WHAT YOU HAVE TO DO: What the answer must contain is every line of the records, exactly, with no pictures.

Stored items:
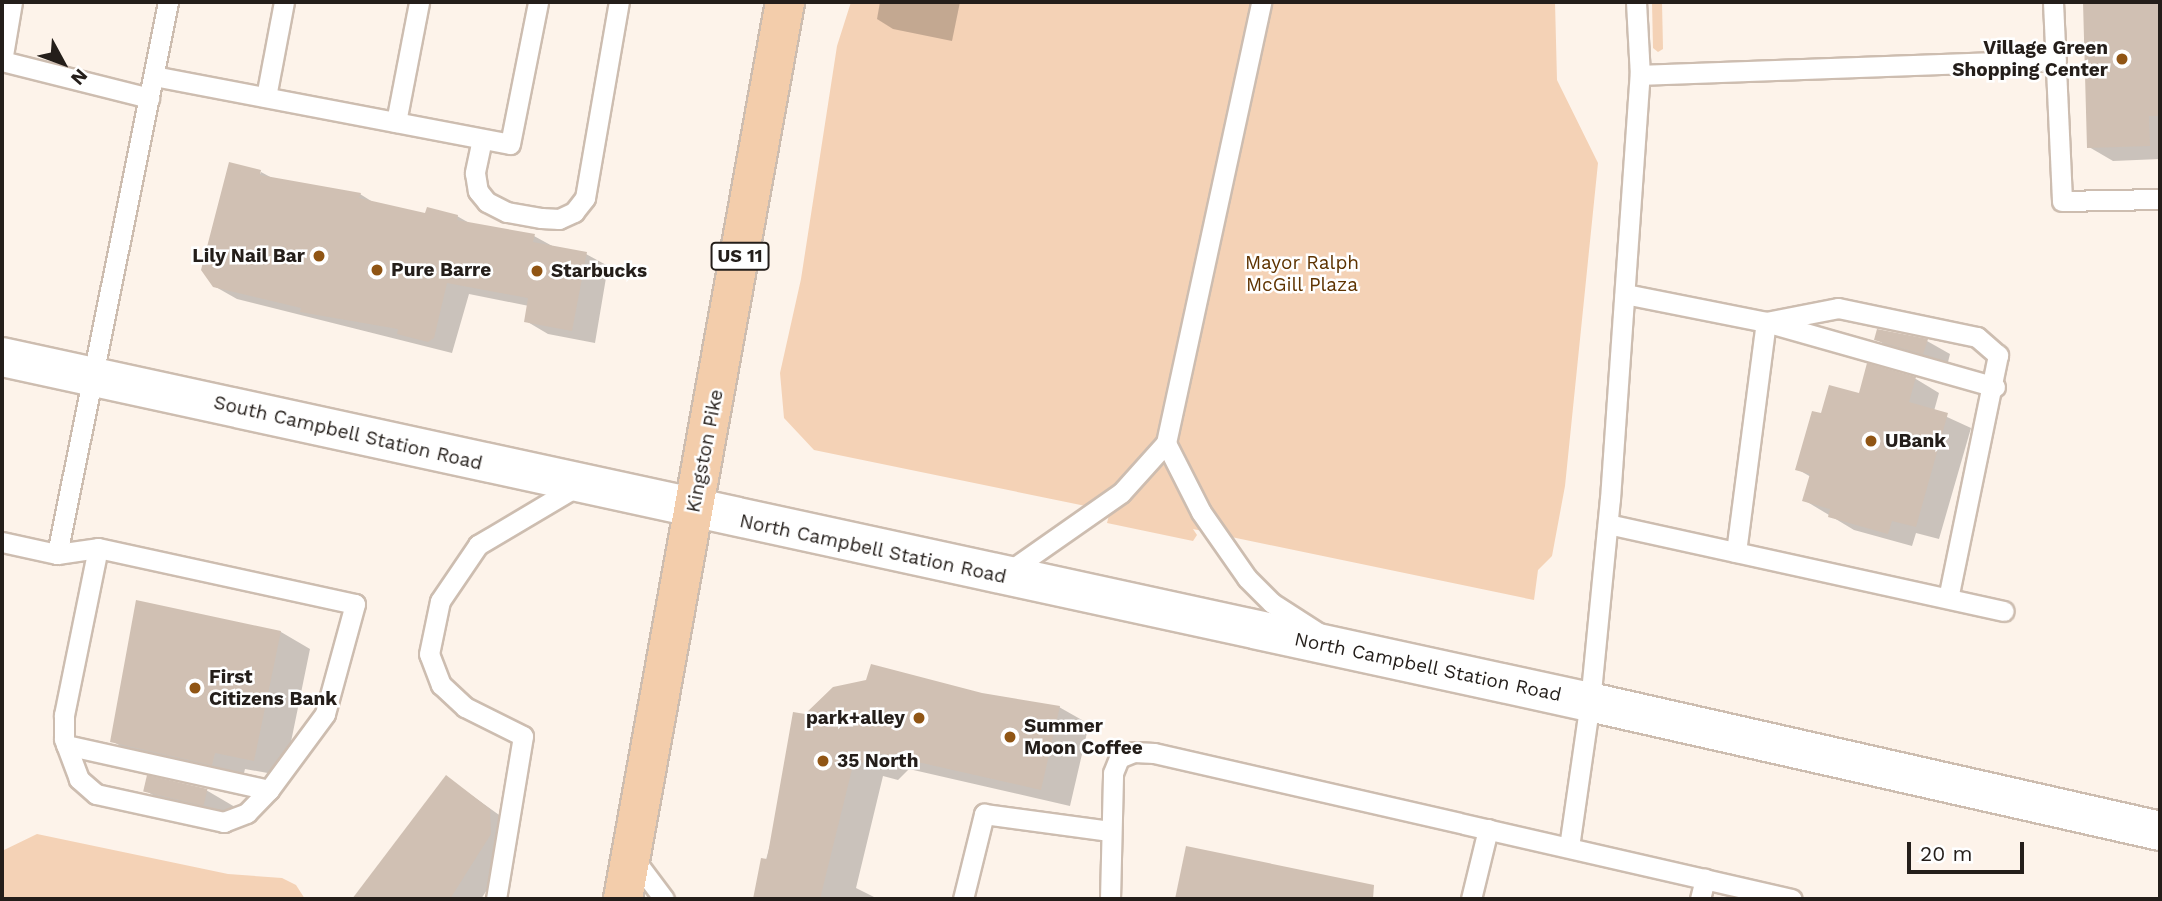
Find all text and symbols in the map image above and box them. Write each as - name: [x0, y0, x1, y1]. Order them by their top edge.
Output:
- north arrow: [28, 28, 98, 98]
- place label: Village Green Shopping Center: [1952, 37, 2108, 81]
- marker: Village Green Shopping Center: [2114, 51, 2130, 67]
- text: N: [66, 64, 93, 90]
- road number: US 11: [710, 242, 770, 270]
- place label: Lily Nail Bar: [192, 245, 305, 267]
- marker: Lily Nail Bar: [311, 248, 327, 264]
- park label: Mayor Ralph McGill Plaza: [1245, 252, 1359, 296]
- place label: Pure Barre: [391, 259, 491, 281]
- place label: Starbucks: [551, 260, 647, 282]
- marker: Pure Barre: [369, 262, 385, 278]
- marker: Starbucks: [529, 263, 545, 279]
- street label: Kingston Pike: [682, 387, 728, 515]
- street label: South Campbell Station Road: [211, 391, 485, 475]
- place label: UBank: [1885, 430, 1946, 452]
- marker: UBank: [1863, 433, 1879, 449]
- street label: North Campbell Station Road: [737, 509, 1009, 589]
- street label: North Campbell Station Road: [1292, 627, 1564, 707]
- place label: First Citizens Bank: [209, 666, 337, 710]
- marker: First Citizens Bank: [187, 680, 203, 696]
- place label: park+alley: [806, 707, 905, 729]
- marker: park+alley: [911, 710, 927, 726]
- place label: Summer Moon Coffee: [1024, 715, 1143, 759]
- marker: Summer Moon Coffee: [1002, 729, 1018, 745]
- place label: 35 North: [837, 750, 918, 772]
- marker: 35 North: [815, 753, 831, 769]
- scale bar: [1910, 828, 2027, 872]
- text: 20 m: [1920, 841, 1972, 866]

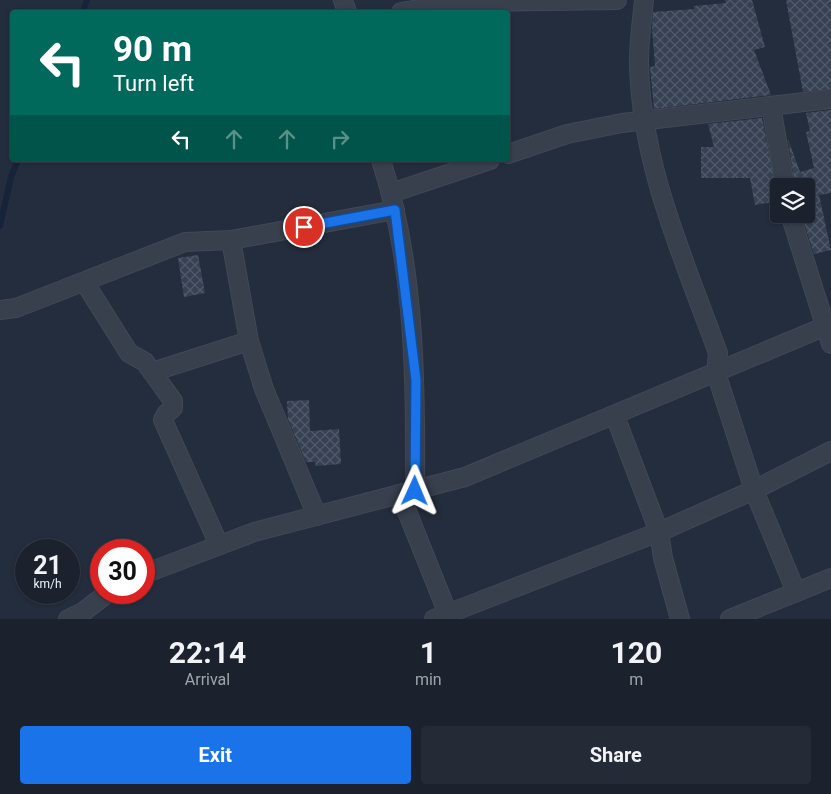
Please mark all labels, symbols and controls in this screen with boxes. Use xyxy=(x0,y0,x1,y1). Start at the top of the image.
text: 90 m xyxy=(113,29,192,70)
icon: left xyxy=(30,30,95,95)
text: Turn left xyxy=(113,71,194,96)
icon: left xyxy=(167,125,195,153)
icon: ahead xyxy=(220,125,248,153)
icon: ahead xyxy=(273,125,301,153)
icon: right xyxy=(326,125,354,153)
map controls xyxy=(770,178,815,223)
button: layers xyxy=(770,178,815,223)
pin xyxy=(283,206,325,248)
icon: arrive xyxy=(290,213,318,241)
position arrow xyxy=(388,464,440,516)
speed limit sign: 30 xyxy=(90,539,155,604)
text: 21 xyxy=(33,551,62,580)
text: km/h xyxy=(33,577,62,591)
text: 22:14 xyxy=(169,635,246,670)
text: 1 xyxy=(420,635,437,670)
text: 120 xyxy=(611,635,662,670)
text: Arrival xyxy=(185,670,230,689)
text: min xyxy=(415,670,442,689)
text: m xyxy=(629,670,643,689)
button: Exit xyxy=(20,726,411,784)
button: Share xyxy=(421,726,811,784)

TASK RESPONSE:
Find all text and symbols in the map image above and box them. Write each as - name: [x0, y0, x1, y1]. Order them by their top edge.
Output:
- north arrow: [28, 28, 98, 98]
- place label: Village Green Shopping Center: [1952, 37, 2108, 81]
- marker: Village Green Shopping Center: [2114, 51, 2130, 67]
- text: N: [66, 64, 93, 90]
- road number: US 11: [710, 242, 770, 270]
- place label: Lily Nail Bar: [192, 245, 305, 267]
- marker: Lily Nail Bar: [311, 248, 327, 264]
- park label: Mayor Ralph McGill Plaza: [1245, 252, 1359, 296]
- place label: Pure Barre: [391, 259, 491, 281]
- place label: Starbucks: [551, 260, 647, 282]
- marker: Pure Barre: [369, 262, 385, 278]
- marker: Starbucks: [529, 263, 545, 279]
- street label: Kingston Pike: [682, 387, 728, 515]
- street label: South Campbell Station Road: [211, 391, 485, 475]
- place label: UBank: [1885, 430, 1946, 452]
- marker: UBank: [1863, 433, 1879, 449]
- street label: North Campbell Station Road: [737, 509, 1009, 589]
- street label: North Campbell Station Road: [1292, 627, 1564, 707]
- place label: First Citizens Bank: [209, 666, 337, 710]
- marker: First Citizens Bank: [187, 680, 203, 696]
- place label: park+alley: [806, 707, 905, 729]
- marker: park+alley: [911, 710, 927, 726]
- place label: Summer Moon Coffee: [1024, 715, 1143, 759]
- marker: Summer Moon Coffee: [1002, 729, 1018, 745]
- place label: 35 North: [837, 750, 918, 772]
- marker: 35 North: [815, 753, 831, 769]
- scale bar: [1910, 828, 2027, 872]
- text: 20 m: [1920, 841, 1972, 866]

Please mark all labels, symbols and controls in this screen with boxes. Use xyxy=(x0,y0,x1,y1). Start at the top of the image.
text: 90 m xyxy=(113,29,192,70)
icon: left xyxy=(30,30,95,95)
text: Turn left xyxy=(113,71,194,96)
icon: left xyxy=(167,125,195,153)
icon: ahead xyxy=(220,125,248,153)
icon: ahead xyxy=(273,125,301,153)
icon: right xyxy=(326,125,354,153)
map controls xyxy=(770,178,815,223)
button: layers xyxy=(770,178,815,223)
pin xyxy=(283,206,325,248)
icon: arrive xyxy=(290,213,318,241)
position arrow xyxy=(388,464,440,516)
speed limit sign: 30 xyxy=(90,539,155,604)
text: 21 xyxy=(33,551,62,580)
text: km/h xyxy=(33,577,62,591)
text: 22:14 xyxy=(169,635,246,670)
text: 1 xyxy=(420,635,437,670)
text: 120 xyxy=(611,635,662,670)
text: Arrival xyxy=(185,670,230,689)
text: min xyxy=(415,670,442,689)
text: m xyxy=(629,670,643,689)
button: Exit xyxy=(20,726,411,784)
button: Share xyxy=(421,726,811,784)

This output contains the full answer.